» Work order:
Each line of the entries below that holds "rendered" is needed, copied in full.

[Collected data entries]
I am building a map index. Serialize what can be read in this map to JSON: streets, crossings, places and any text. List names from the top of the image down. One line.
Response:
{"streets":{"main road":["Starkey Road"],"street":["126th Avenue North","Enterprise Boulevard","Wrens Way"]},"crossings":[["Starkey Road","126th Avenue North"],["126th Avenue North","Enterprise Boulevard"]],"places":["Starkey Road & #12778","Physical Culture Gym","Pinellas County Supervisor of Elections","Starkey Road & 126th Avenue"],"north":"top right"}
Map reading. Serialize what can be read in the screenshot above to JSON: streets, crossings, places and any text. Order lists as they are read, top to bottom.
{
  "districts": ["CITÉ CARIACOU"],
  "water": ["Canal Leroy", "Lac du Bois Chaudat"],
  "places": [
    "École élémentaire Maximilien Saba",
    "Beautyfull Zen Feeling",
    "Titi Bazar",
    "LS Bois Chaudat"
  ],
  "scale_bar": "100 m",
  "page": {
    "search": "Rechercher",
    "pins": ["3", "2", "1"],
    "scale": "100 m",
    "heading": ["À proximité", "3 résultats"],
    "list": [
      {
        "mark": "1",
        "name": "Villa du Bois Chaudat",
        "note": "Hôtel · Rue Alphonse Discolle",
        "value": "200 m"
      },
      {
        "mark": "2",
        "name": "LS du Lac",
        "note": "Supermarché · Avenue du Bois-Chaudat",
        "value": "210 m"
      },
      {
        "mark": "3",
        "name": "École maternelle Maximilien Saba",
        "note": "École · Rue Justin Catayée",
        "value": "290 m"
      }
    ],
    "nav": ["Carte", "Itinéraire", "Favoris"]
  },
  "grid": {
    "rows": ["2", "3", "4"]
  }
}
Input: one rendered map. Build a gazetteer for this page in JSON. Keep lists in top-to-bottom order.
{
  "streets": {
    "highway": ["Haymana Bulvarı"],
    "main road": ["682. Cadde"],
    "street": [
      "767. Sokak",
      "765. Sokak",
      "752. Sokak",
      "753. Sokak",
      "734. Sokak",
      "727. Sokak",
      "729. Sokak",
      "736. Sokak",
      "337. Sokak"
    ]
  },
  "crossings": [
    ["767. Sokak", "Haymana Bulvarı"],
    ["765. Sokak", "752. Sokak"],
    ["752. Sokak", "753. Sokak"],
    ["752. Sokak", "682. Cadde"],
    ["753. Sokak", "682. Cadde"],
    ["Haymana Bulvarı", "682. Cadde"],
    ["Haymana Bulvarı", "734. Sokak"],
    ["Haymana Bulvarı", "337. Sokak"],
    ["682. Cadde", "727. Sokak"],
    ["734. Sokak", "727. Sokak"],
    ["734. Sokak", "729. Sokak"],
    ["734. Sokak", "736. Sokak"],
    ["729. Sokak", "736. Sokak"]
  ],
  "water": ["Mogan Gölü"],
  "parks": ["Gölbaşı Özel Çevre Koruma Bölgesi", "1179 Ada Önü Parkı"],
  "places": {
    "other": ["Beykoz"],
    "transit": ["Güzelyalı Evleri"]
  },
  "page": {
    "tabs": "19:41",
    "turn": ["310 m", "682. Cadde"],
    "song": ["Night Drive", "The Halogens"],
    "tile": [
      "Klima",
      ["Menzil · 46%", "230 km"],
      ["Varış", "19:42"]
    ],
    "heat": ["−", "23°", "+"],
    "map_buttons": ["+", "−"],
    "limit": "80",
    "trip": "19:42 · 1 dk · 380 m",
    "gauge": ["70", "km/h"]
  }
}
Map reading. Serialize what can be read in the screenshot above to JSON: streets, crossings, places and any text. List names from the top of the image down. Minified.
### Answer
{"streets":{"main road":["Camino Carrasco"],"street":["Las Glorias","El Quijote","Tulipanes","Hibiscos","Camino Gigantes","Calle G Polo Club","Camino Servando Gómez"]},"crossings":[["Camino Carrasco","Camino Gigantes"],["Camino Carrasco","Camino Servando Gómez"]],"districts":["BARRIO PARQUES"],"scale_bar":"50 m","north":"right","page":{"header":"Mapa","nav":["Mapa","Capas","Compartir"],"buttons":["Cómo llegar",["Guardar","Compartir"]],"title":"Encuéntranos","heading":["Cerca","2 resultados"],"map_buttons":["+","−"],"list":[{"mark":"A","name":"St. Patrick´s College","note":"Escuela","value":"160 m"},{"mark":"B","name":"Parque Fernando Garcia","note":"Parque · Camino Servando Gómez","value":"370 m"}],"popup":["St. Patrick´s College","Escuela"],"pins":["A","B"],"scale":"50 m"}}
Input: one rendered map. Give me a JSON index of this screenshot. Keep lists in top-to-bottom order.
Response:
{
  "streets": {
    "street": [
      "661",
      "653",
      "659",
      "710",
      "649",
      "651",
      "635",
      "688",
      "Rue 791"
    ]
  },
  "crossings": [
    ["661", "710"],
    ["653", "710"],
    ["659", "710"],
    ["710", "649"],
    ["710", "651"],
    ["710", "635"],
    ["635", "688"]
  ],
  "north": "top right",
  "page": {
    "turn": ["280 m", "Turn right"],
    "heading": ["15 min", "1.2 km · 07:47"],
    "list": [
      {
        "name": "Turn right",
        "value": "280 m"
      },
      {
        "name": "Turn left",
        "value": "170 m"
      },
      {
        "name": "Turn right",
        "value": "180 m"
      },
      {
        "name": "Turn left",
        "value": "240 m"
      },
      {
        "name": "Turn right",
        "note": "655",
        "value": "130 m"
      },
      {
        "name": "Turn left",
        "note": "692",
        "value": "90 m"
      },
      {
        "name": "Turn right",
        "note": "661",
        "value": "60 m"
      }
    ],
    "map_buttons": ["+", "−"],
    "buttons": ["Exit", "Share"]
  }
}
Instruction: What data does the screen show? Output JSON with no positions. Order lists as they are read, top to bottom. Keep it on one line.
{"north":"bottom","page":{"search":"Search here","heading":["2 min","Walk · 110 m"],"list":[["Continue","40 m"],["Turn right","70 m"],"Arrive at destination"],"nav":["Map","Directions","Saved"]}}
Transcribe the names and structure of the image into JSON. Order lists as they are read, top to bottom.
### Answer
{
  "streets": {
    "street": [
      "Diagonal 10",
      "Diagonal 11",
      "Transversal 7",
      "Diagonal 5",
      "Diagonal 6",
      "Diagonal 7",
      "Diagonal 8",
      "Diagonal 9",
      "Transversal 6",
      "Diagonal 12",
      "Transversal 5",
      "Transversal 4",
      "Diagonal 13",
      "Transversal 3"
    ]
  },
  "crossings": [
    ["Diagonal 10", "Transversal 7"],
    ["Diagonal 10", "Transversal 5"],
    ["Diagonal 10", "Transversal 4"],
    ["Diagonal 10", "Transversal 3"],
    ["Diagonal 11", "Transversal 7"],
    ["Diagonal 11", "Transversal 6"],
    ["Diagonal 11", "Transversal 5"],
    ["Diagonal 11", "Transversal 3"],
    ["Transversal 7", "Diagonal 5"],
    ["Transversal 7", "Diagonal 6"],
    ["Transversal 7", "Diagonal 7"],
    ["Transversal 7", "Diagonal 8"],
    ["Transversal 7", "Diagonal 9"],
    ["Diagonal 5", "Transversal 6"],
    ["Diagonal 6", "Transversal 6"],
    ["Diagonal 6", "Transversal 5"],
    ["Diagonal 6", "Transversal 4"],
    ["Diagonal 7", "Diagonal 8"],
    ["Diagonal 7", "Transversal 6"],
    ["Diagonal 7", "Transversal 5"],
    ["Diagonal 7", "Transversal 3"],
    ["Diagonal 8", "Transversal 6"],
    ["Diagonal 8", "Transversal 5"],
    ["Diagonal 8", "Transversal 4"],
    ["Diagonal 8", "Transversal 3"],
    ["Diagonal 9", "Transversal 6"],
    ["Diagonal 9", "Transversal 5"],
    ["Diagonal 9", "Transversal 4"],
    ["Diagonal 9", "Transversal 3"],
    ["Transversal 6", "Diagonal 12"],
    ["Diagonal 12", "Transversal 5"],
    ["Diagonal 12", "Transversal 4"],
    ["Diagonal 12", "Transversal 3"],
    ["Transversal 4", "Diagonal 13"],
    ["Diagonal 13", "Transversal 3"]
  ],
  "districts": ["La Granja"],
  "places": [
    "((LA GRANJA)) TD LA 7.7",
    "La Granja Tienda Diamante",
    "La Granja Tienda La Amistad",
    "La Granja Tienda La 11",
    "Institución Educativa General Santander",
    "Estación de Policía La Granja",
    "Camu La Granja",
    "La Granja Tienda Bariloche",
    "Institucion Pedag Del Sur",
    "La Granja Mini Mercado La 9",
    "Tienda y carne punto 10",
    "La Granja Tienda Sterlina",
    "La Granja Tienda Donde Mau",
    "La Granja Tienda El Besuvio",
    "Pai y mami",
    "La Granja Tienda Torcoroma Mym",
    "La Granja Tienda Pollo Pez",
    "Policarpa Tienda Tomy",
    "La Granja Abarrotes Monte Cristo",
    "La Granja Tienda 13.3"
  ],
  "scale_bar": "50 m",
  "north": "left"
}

» Response to this exercise:
Input: one rendered map. Build a gazetteer for this page in JSON. Keep lists in top-to-bottom order.
Input: one rendered map. Give me a JSON index of this screenshot. Keep lists in top-to-bottom order.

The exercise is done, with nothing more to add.